Convective heat transfer analysis of direct steam generation in parabolic trough collectors

Abstract

The direct steam generation in parabolic trough collectors (PTCs) is a recommended application for the economic development of PTC technology for electricity generation (large PTC) and industrial processes (small PTC). This process consists of circulating water under pressure in the receiver tube subjected to concentrated solar radiation by the mirror of the PTC. Along the tube, steam is generated which gives place to a two-phase liquid-vapor flow, under several configurations. Thus, control of such a flow is complex and remains a hot topic for proper PTC design. In the present work, we are interested in the convective exchanges between water and the receiver tube, which is a preliminary step in the simulation of a PTC with direct steam generation.
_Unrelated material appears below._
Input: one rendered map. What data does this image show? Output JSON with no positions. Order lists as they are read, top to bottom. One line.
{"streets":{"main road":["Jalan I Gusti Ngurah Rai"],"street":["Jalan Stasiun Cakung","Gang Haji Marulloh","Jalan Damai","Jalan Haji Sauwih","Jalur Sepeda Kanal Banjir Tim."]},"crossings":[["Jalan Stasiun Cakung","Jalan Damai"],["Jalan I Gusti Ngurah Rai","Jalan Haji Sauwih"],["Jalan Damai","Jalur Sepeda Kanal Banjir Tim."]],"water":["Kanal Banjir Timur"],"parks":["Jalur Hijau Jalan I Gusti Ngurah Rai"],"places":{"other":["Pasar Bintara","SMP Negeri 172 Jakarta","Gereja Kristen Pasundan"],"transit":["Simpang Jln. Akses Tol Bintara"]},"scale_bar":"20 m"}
A bibliographic study of the usual models describing heat transfer during convective boiling and a comparison of these models was carried out in a previous work [1] : the models of Chen-Cooper [2], Shah [3], Gungor and Winterton [4] and that of Kandlikar [5] may be suitable for modeling diphasic PTCs [1]. In order to analyze the effects of the water input parameters (mass flow and inlet pressure) and the solar flux density on the liquid-vapor convective heat exchange, the model of Gungor and Winterton for large PTCs and Kandlikar for small PTCs are adopted. The results of this analysis show that increasing the mass flow and decreasing the water pressure promote the convective transfer in the receiving tube of large and small PTCs, while the solar flux density has no great influence on the convective heat exchange particularly for high quality.